Eu criei os monstros para me vingar das pessoas que brincam com a vida de forma tão displiscente e egoísta. Mas há outra Nei dentro de mim; uma Nei que tenta me impedir.

Sim… essa é a mulher a quem vocês chamam Nei. Sua suposta amiga é, na verdade, um monstro que despreza todas as pessoas!”

Nei contesta Neifirst, dizendo que sabe que é terrível ser um biomonstro, mas que não podia tolerar as ações de sua irmã, e por isso se separou dela. Começa um embate entre Nei e Neifirst. Seja qual for o andamento da batalha, Nei morre nos braços de Rolf.

“Não há mais esperança para mim. Rolf, não permita que as pessoas cometam o mesmo erro que cometeram quando me criaram. Espero que todos em Algol possam encontrar a felicidade em sua nova vida.”

Depois de dizer essas palavras, Nei morre. Rolf repousa o corpo sem vida delicadamente no chão.

“Nei! Vamos vingá-la!”

A morte de Nei foi um momento muito marcante para os RPGs, por uma série de razões. Primeiro, porque Nei não é uma mera coadjuvante. Ela é uma personagem forte, completa, e não um tapa-buraco que vai ser sacrificado. Toda a história de Phantasy Star II gira em torno dela de certa forma, e sua influência ainda pode ser sentida em Phantasy Star IV, que se passa mil anos depois (ou dois mil, dependendo de qual versão, americana ou japonesa, você joga). Ninguém esperava que ela morresse, muito menos no meio do jogo.

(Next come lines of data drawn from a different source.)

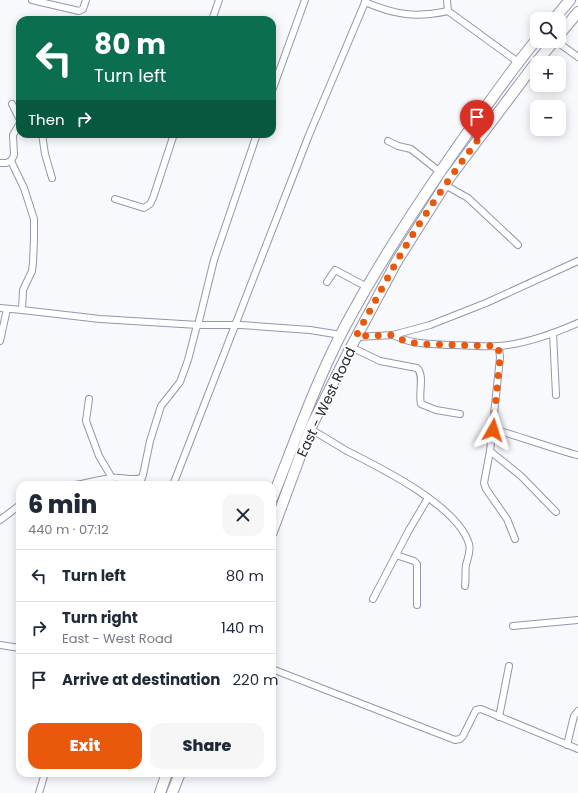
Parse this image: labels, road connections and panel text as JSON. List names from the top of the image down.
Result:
{
  "streets": {
    "main road": ["East - West Road"]
  },
  "page": {
    "map_buttons": ["+", "−"],
    "turn": ["80 m", "Turn left"],
    "then": "Then",
    "heading": ["6 min", "440 m · 07:12"],
    "list": [
      {
        "name": "Turn left",
        "value": "80 m"
      },
      {
        "name": "Turn right",
        "note": "East - West Road",
        "value": "140 m"
      },
      {
        "name": "Arrive at destination",
        "value": "220 m"
      }
    ],
    "buttons": ["Exit", "Share"]
  }
}
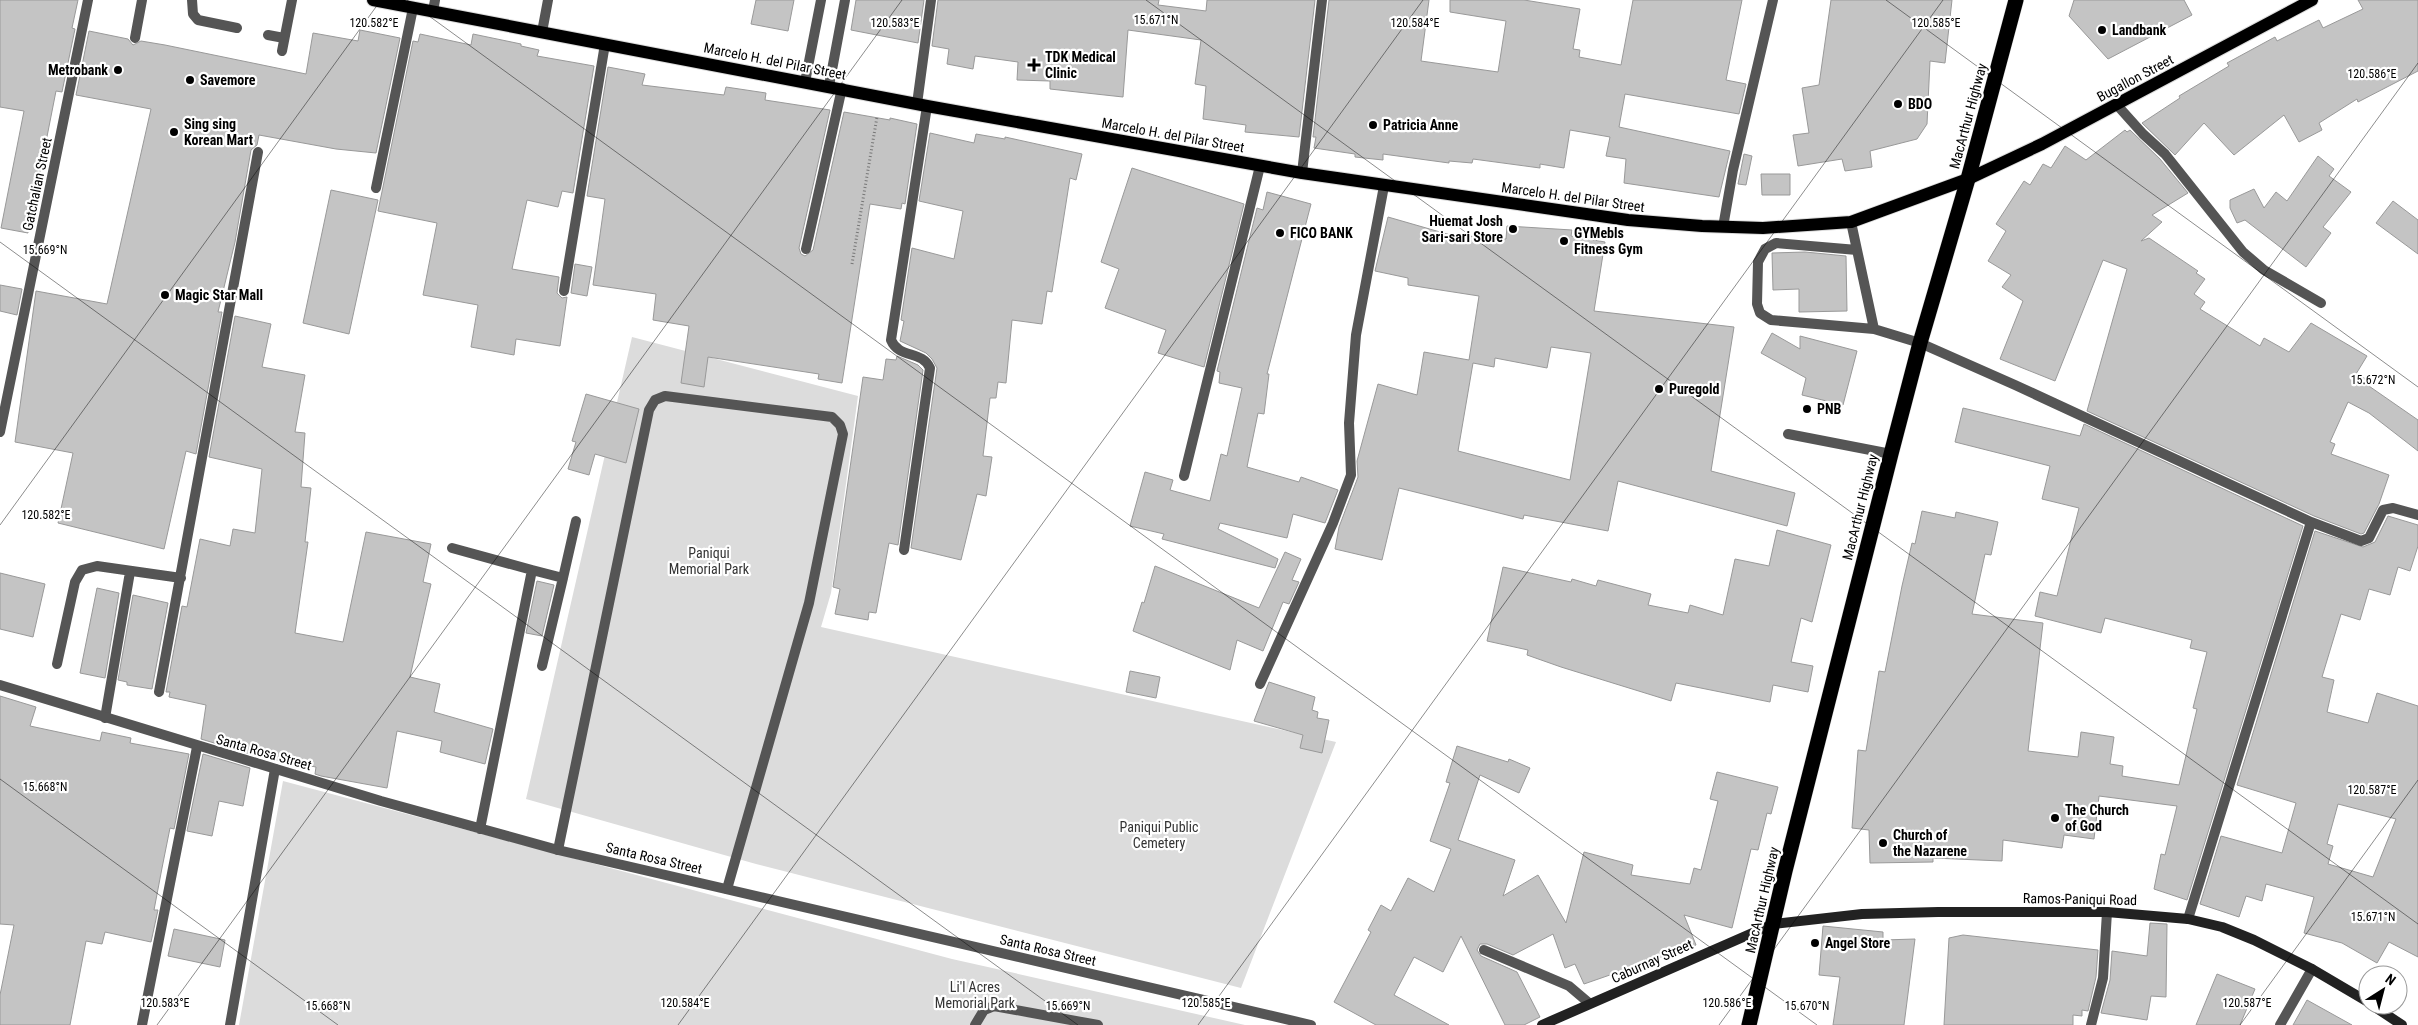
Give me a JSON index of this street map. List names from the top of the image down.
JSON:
{
  "streets": {
    "highway": ["MacArthur Highway"],
    "main road": [
      "Marcelo H. del Pilar Street",
      "Bugallon Street",
      "Ramos-Paniqui Road",
      "Caburnay Street"
    ],
    "street": ["Gatchalian Street", "Santa Rosa Street"]
  },
  "crossings": [
    ["Marcelo H. del Pilar Street", "Bugallon Street"],
    ["Marcelo H. del Pilar Street", "MacArthur Highway"],
    ["Bugallon Street", "MacArthur Highway"],
    ["MacArthur Highway", "Ramos-Paniqui Road"],
    ["MacArthur Highway", "Caburnay Street"],
    ["Ramos-Paniqui Road", "Caburnay Street"]
  ],
  "parks": ["Paniqui Memorial Park", "Paniqui Public Cemetery", "Li'l Acres Memorial Park"],
  "places": {
    "other": [
      "Landbank",
      "Metrobank",
      "Savemore",
      "BDO",
      "Patricia Anne",
      "Sing sing Korean Mart",
      "Huemat Josh Sari-sari Store",
      "FICO BANK",
      "GYMebls Fitness Gym",
      "Magic Star Mall",
      "Puregold",
      "PNB",
      "The Church of God",
      "Church of the Nazarene",
      "Angel Store"
    ],
    "health": ["TDK Medical Clinic"]
  },
  "north": "top right",
  "coordinates": [
    "15.671°N",
    "120.582°E",
    "120.583°E",
    "120.584°E",
    "120.585°E",
    "120.586°E",
    "15.669°N",
    "15.672°N",
    "15.668°N",
    "120.587°E",
    "15.670°N"
  ]
}
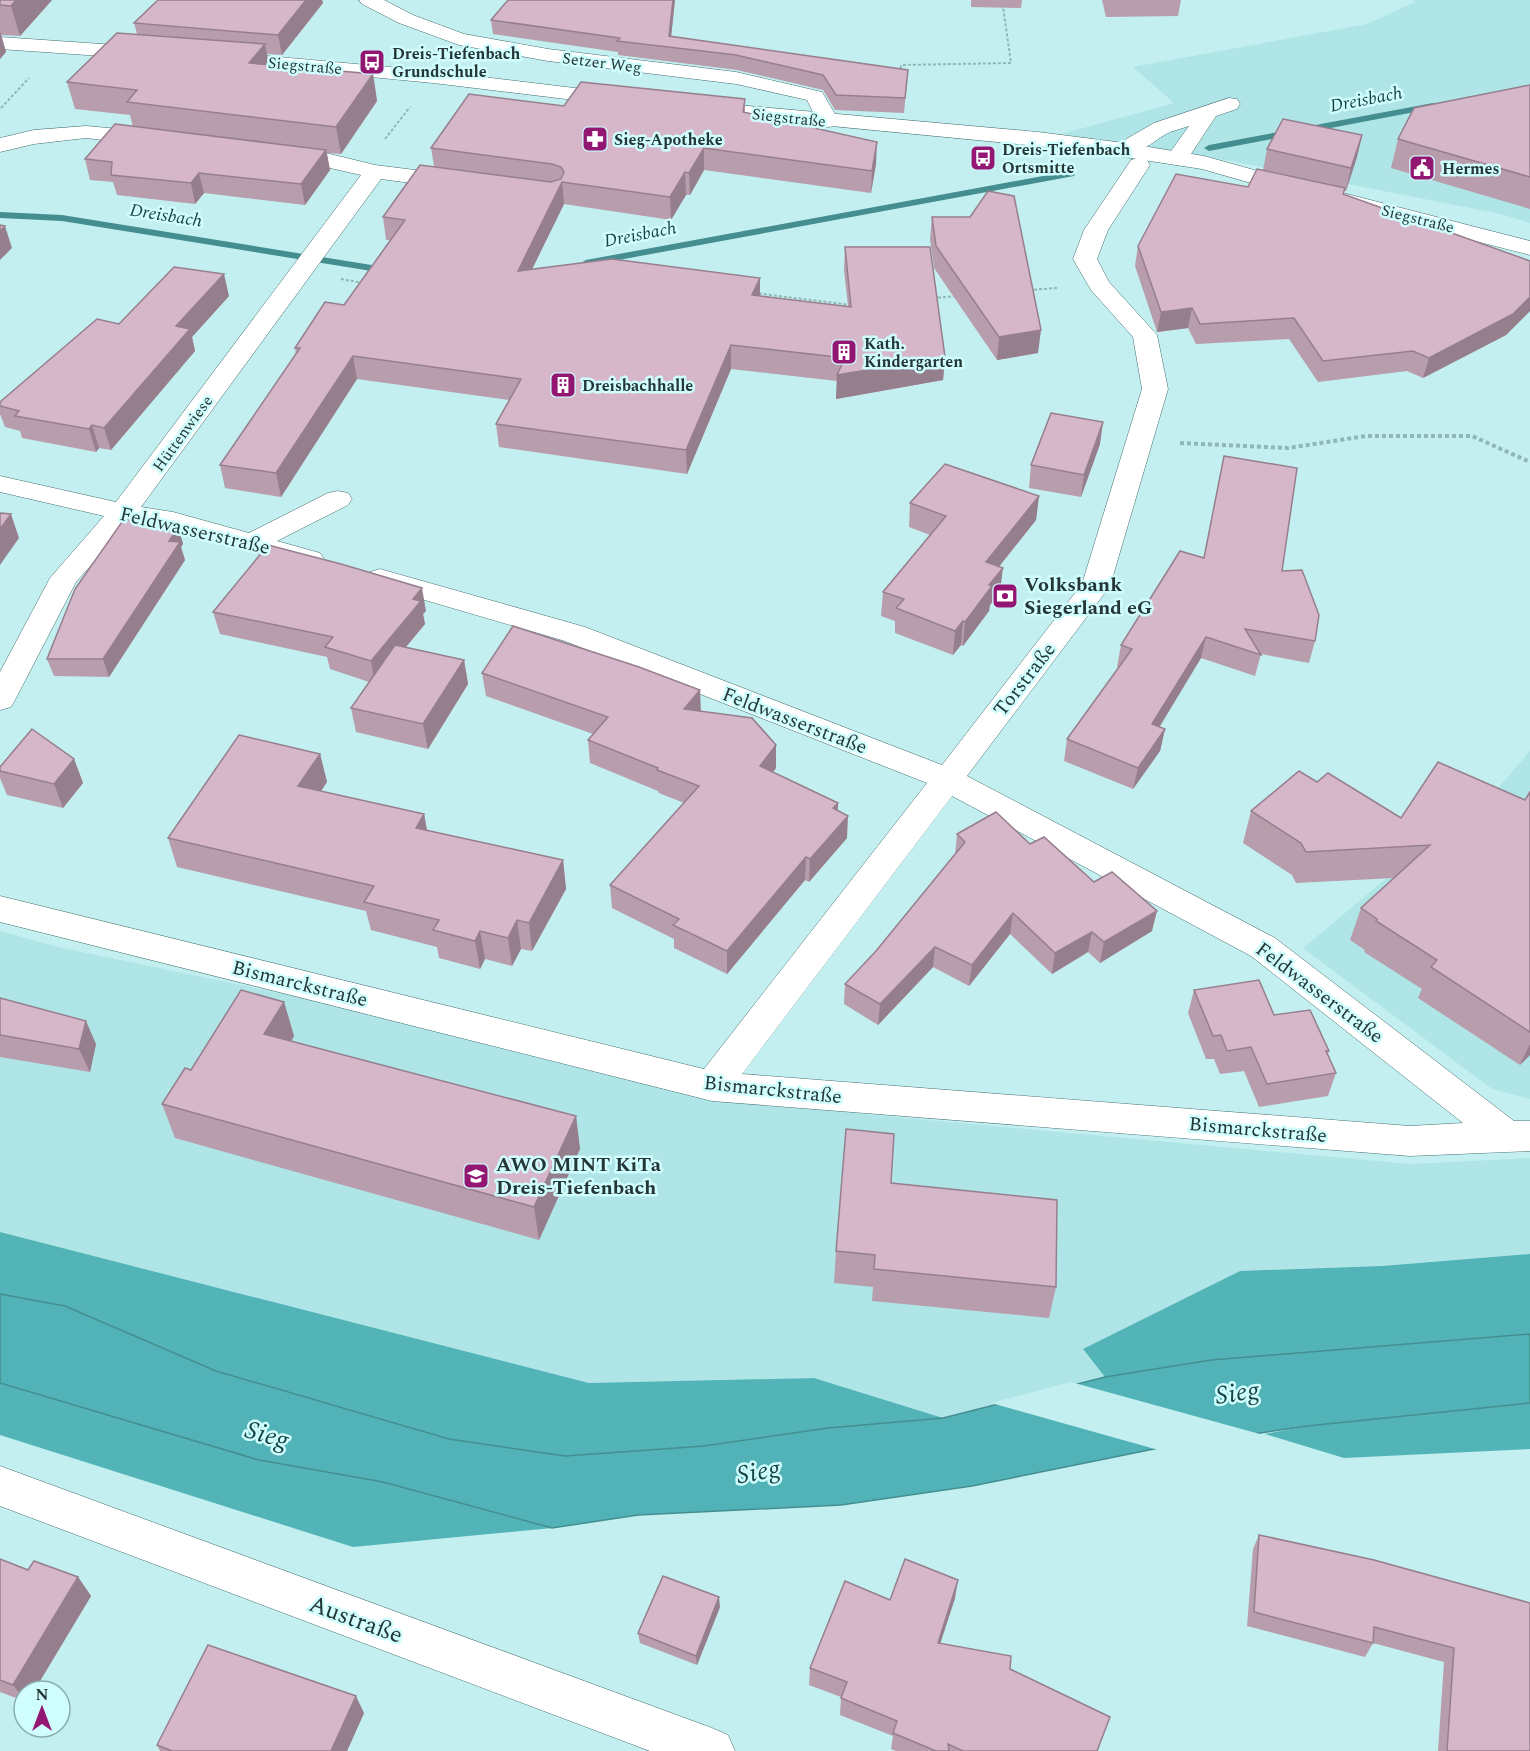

Segundo, o sacrifício de Nei é trágico em muitos sentidos. Não só ela morre provavelmente perfurada pelas lâminas afiadas das garras de sua gêmea como morre personificando o verdadeiro heroísmo. Mesmo sendo odiada por todos, Nei luta até o fim pela felicidade do povo de Algol, e suas últimas palavras são de carinho e ternura para com essas pessoas. Esse “sentimento Nei”, do sacrifício puro sem desejo pelo reconhecimento, focado exclusivamente na justiça, ecoa por todo o resto do jogo.

Os heróis são tidos pela opinião pública como criminosos responsáveis diretamente pela pane de Mother Brain, o megacomputador tirânico que controla todos os aspectos da vida em Motávia. Eles vão até o fim perseguidos como criminosos, e após o trágico desfecho do jogo, a impressão que se tem é que, mesmo sacrificando suas vidas para salvar o mundo, todos entraram para história como os grandes vilões que levaram o caos a Motávia. Esse é para mim um dos pontos centrais da saga Phantasy Star: seus heróis são heróis de verdade,

Perto do final do jogo, Noah (aquele mesmo, do primeiro Phantasy Star) entrega a Rolf uma espada muito especial:

“Dentro deste baú está a espada Nei. Você deve empunhá-la para que ela o resgate do lado negro.”

Eu acredito que Noah tenha dado esse nome à arma em homenagem a Nei, visto que tanto a personagem quanto a espada guardam muitas semelhanças: ambas estão relacionadas ao heroísmo e ao abandono do lado negro. Quem conquista a espada Nei o faz por possuir as características de heroísmo, amor incondicional e sacrifío que Nei possuía. Tanto isso é verdade que em Phantasy Star III os heróis precisam obter um conjunto de armas com a classificação Nei para concluir sua jornada. Para mim, é tudo simbólico: eles não precisam das armas em si; precisam daquele “sentimento Nei”. É a velha história da jornada não por algo externo, como uma espada, mas por algo que já existe dentro de cada um dos personagens da aventura. Ou, como se costuma dizer, o que importa é a jornada, não o destino.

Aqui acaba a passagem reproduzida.